Your assignment —
Filter out every line below that lacks "Huygenslaan", and copy the rest.

(Stored data entries)
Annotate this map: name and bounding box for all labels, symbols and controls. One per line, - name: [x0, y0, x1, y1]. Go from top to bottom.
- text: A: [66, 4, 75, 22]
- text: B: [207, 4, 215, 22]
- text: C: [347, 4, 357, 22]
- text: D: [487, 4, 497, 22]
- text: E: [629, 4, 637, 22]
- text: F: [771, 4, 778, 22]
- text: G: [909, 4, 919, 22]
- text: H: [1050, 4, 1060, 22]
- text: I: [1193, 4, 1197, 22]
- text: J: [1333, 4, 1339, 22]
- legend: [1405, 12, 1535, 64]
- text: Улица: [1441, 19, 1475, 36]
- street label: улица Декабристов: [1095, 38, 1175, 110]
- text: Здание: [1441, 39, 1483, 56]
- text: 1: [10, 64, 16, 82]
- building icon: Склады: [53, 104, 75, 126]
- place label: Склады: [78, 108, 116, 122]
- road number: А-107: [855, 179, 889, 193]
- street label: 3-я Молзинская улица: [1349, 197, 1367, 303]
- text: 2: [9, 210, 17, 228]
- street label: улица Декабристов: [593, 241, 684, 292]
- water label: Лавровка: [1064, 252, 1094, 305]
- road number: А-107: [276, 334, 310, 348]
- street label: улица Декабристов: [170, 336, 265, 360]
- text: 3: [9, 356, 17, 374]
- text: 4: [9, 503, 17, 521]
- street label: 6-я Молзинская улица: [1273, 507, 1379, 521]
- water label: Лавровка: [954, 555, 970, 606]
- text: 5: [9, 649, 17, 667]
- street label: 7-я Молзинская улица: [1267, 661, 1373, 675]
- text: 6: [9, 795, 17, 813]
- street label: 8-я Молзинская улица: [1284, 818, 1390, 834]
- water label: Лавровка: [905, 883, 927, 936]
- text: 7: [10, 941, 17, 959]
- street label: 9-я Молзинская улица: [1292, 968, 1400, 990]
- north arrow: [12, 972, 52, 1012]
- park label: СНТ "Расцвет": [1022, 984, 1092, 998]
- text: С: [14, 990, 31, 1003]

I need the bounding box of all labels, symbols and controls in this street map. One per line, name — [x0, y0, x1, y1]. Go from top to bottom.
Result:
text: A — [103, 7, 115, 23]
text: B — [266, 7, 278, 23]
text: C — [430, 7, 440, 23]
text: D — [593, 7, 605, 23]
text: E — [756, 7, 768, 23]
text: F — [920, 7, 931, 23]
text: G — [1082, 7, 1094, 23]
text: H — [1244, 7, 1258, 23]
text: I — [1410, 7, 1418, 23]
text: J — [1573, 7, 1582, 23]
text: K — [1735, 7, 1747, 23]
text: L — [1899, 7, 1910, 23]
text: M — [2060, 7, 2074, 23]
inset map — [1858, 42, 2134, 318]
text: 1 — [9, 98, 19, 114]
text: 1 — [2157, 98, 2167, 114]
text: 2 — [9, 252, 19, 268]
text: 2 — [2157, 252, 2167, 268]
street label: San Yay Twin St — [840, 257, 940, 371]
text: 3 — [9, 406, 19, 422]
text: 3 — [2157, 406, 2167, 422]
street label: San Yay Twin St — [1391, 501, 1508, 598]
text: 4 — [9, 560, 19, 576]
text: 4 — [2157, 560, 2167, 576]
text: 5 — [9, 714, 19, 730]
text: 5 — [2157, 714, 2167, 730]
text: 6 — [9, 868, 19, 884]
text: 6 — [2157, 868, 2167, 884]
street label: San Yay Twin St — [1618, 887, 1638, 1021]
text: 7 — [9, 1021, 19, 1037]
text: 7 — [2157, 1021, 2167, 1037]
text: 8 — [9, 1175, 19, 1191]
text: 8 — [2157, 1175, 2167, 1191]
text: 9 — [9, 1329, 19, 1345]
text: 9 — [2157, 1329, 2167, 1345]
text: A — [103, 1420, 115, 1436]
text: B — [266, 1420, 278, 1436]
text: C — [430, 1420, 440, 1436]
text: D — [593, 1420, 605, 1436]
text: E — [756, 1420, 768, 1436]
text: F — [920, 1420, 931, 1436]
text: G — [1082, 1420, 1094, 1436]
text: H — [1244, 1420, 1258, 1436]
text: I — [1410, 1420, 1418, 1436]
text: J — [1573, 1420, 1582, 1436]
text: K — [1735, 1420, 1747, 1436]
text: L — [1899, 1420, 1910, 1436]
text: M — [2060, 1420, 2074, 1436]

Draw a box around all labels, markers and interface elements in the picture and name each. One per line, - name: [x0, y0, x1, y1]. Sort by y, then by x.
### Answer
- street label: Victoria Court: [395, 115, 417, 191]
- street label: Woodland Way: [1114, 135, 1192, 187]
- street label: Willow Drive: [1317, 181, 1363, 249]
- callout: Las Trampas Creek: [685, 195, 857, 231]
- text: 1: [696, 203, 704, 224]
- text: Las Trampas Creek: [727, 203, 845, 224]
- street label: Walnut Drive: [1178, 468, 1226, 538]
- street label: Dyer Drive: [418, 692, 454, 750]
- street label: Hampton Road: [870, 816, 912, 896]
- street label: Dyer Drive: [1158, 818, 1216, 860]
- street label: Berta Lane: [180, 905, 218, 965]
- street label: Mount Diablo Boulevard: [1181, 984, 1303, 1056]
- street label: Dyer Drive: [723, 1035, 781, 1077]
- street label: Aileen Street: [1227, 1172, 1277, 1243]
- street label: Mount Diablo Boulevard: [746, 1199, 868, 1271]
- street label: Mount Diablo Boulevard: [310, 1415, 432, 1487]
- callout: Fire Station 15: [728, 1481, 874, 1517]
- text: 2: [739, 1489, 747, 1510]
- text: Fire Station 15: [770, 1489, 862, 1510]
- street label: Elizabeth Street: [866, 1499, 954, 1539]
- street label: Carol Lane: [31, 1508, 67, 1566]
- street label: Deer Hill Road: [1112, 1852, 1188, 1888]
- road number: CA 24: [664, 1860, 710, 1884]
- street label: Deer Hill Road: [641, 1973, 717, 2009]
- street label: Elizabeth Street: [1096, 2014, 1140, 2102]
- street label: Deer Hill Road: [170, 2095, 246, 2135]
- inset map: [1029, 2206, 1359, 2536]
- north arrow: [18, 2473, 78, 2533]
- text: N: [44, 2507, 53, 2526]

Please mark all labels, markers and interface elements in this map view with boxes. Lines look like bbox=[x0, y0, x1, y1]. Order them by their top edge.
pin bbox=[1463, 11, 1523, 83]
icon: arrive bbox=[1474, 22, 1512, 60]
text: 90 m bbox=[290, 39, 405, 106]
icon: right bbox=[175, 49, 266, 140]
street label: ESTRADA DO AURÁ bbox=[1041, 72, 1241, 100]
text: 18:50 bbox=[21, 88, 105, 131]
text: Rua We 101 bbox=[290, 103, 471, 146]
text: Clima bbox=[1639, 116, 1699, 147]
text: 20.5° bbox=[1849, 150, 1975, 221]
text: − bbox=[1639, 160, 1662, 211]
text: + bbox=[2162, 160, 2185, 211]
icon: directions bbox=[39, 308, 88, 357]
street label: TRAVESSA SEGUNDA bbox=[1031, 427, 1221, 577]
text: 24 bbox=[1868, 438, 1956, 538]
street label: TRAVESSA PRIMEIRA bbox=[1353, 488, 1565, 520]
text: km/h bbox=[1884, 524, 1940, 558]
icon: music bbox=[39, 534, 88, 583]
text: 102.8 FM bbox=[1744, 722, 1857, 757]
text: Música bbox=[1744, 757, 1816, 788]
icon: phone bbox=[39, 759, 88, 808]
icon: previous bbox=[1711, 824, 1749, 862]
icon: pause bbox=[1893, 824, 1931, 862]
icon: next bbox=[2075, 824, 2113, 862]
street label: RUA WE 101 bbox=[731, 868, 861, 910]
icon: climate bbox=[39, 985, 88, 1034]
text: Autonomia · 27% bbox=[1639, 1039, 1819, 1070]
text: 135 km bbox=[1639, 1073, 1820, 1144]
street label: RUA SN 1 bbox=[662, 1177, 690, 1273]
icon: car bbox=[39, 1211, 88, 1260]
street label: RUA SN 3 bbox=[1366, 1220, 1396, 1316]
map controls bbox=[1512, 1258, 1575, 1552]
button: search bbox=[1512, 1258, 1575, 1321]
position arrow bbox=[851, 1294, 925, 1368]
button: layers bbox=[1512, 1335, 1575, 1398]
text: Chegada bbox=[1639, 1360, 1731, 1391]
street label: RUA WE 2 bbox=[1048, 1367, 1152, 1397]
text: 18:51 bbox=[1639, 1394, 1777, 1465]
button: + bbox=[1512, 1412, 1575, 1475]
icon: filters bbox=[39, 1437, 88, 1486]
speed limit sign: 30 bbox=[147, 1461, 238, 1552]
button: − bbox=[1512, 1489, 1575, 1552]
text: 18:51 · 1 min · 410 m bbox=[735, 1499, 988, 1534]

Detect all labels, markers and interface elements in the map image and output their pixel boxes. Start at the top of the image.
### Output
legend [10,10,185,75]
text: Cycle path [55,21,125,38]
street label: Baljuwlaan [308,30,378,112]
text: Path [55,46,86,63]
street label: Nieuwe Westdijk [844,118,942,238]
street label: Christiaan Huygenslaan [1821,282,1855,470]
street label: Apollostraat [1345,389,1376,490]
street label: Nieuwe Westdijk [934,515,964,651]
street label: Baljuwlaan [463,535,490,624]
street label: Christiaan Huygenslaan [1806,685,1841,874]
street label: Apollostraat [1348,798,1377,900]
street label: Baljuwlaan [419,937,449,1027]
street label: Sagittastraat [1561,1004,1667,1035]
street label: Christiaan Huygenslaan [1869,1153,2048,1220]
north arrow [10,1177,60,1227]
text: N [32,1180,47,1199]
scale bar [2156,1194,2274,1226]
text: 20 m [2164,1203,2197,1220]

Written solution —
street label: Christiaan Huygenslaan [1821,282,1855,470]
street label: Christiaan Huygenslaan [1806,685,1841,874]
street label: Christiaan Huygenslaan [1869,1153,2048,1220]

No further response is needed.